Do they have a published security policy or information security documentation? Reputable vendors make this available on their website or on request. If a vendor can't articulate their security practices, that's a red flag.

Have they suffered any material security incidents in the past? Ask directly. Vendors should be transparent about incidents that affected customer data. Check public sources as well — press coverage, regulatory enforcement actions.

How do they handle data at the end of the relationship? Confirm that data will be returned or deleted promptly upon termination. Get this in writing.

What are their sub-processor arrangements? Vendors often use their own third-party services. Under GDPR, you have rights over data that your vendor shares with their sub-processors. A reputable vendor will have a published sub-processor list.

What is their patching and vulnerability management practice? How quickly do they address known vulnerabilities? Do they have a responsible disclosure or bug bounty programme?

Contractual Protections

Security reviews are only part of the picture. The relationship needs to be backed by contractual terms that protect your interests.

Key clauses to include or verify:

Data processing agreements. Under GDPR, these are mandatory for any vendor processing personal data on your behalf. They specify the purpose, scope, and nature of processing, and establish the vendor's obligations as a data processor.

Breach notification obligations. Require that the vendor notifies you promptly — within 24 to 72 hours — if they suffer a breach that may affect your data. This gives you time to meet your own regulatory notification obligations.

Right to audit. For high-risk vendors, reserve the right to conduct security audits or require audit reports at defined intervals.

Data deletion upon termination. Specify that data must be deleted and that deletion must be confirmed in writing within a defined period after the relationship ends.
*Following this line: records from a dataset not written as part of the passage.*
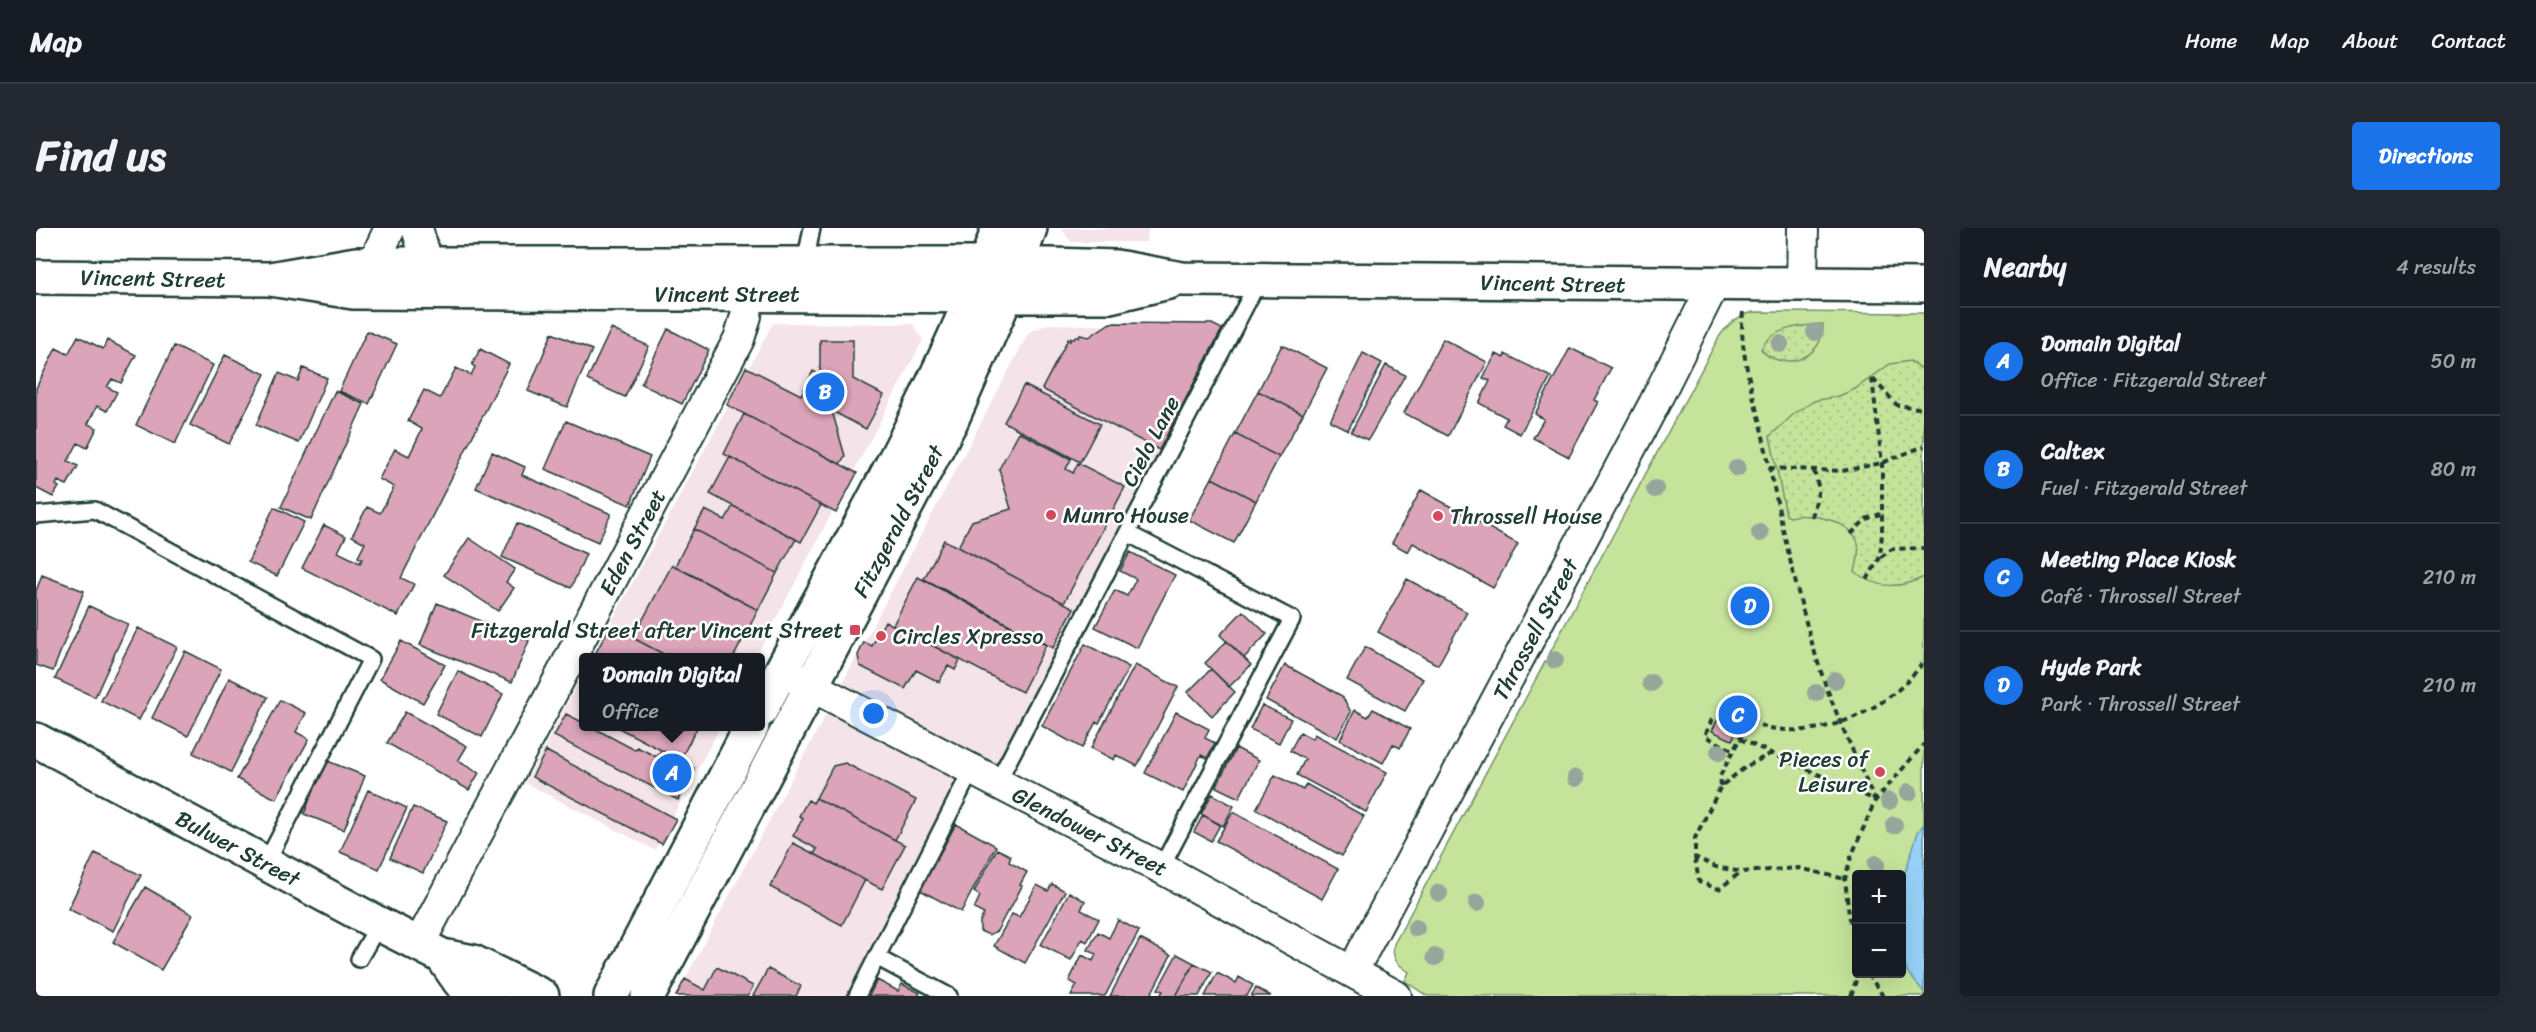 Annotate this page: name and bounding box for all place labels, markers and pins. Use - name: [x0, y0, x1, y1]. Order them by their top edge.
- pin: B: [806, 370, 844, 414]
- place label: Munro House: [1063, 496, 1189, 535]
- place label: Throssell House: [1450, 497, 1602, 536]
- marker: Munro House: [1044, 508, 1058, 522]
- marker: Throssell House: [1431, 509, 1445, 523]
- pin: D: [1730, 584, 1770, 628]
- place label: Fitzgerald Street after Vincent Street: [471, 611, 843, 650]
- place label: Circles Xpresso: [893, 617, 1043, 656]
- marker: Fitzgerald Street after Vincent Street: [848, 623, 862, 637]
- marker: Circles Xpresso: [874, 629, 888, 643]
- pin: C: [1718, 692, 1758, 738]
- place label: Pieces of Leisure: [1779, 740, 1870, 804]
- pin: A: [652, 750, 692, 796]
- marker: Pieces of Leisure: [1873, 765, 1887, 779]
Liability and indemnification. In the event of a vendor-caused breach, understand your ability to recover losses. Many standard vendor contracts heavily limit liability — negotiating improved terms on this front is worthwhile for high-risk relationships.

Ongoing Vendor Monitoring

A one-time review at onboarding is not sufficient. Vendor relationships evolve, and so does vendor security.

Conduct an annual review of your highest-risk vendors. Ask whether anything has materially changed — have they suffered incidents, changed their security certifications, been acquired, or changed their data sub-processors?

Monitor for public news about vendor security incidents. A simple Google alert on your most critical vendors' names combined with terms like "breach" or "security" provides low-effort early warning.

Review access at least annually. For each vendor and contractor, confirm that the level of access they have is still appropriate and that stale access from completed projects has been revoked.

When a vendor relationship ends, treat offboarding with the same rigour as staff offboarding: revoke access, confirm data deletion, and update your vendor register.

Conclusion

Third-party risk is not a problem you can solve once. It's an ongoing aspect of how your business operates. But with a lightweight, consistent process — a short review at onboarding, appropriate contractual protections, and an annual check on your most critical relationships — you can significantly reduce the risk that a vendor or contractor becomes the weakest link in your security posture.

The businesses that get caught out by third-party risks are usually the ones that never stopped to ask the questions. The process of asking the right questions, consistently, is most of the work.